It was all he had left to do in this life: protect her, provide for her. He was supposed to sing for her. That’s what he’s thinking just before his hands reach out and push her away. She was going to save the fucking world, and the least he coulda done was sing her a song.
“Go.” The word is a grunt. It costs something he does not have to send her away. Though it would only make it harder, to die with her hand still clutched in his own. To hold tight to it just like he had when he was pulling her away from threats, from danger, until his grasp weakened and his mind faded, and there was no part of him left that could guard her from a single hurt in this broken, shattered world. “You go to Tommy.”
That’s the most he can hope for, that his brother will take her in and do what Joel could not. Just as he’d been Sarah’s godfather all those years ago, he would know. Joel would trust no one else with his child. That hasn’t changed now.
And she’s always fighting with him, always arguing. But maybe there’s some common sense winning out for once because not long after he’d heard her body hit the hard, unforgiving cement floor, he caught the footfalls of her disappearing up the creaky stairs and leaving him to die alone.

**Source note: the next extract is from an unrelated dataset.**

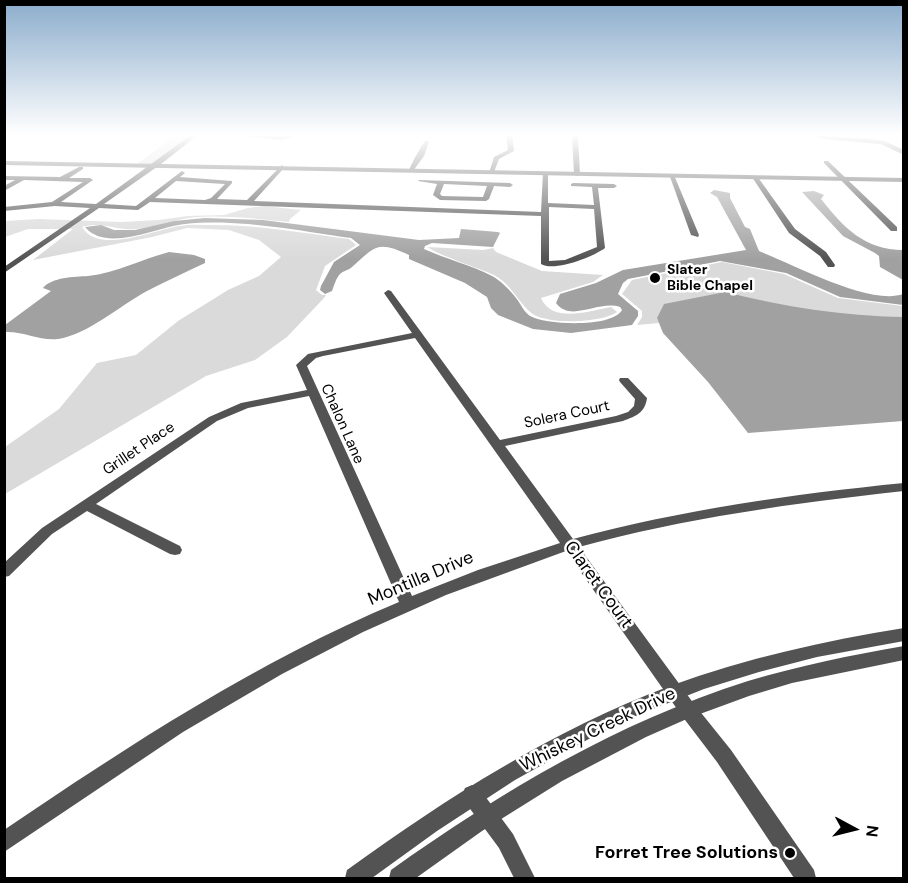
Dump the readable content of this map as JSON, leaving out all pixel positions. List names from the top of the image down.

Of course, this was always how it was going to end. And now she’s out there alone, a five day trek back all by herself. And even with the pain in his side demanding the little attention he can still stand to cling to, the rest of his focus going hazy and edged with darkness as the blood continues to drain from him, what he ends up focusing on is the fear of the horse getting spooked and throwing her from his back or raiders tracking her down or a hoard of Infected running her down and pulling her apart. She’s out there all alone in this violent, cruel world, and there is no longer a violent, cruel man left to help her navigate through.
If nothing else, though, Ellie’s resourceful. He’s seen her fight her way outta enough situations, smart enough to know when to hide and when to jump in. He taught her how to shoot. That’s what hope he clings to as the world blurs further out of reach. Thank god he taught her how to fucking shoot.
Tommy’ll take her in, keep her safe within the walls of that little commune. He can’t sing for shit, but maybe he could teach her guitar. Joel should’ve been teaching her guitar instead of how to shoot a rifle.
It’s the useless sorta skill he would’ve taught her in another life, another world, the sort where maybe every waking moment wasn’t some existence to fight for the right to continue suffering through.
In another life, Joel closes his eyes, feels the beginnings of unconsciousness calling for him. He would have tucked her into bed at night, would have shown her the Grand Canyon and taken her stargazing. Hell, he would’ve taken her right to NASA. They could watch the spaceships launch. She’d love that shit.
In another world, Joel would have Sarah. She’d be a grown woman, but he could only ever envision her as the fourteen-year-old girl she’d died as. Thick as thieves, that’s what those two would be. He wouldn’t have stood a chance against them both. He already knows that much. Two girls to protect, to guard, to love. A soft sort of life, movie nights and too much take out and not enough structure. Ellie and Sarah couldn’t be more different, they’d never agree on matters like films or pizza toppings, but they’d make it work. Joel would figure out a way to make it work. It’d be the greatest goddamn privilege of his life, to love them, to hold them, to care for them.
But Sarah’s dead. Ellie’s gone.
Joel’s alone, waiting for the Grim Reaper to make an appearance already.
He thinks maybe the bastard has when there’s a clomping on the stairs. Time is uncertain. It may have been hours. Sun still streams through the dugout windows.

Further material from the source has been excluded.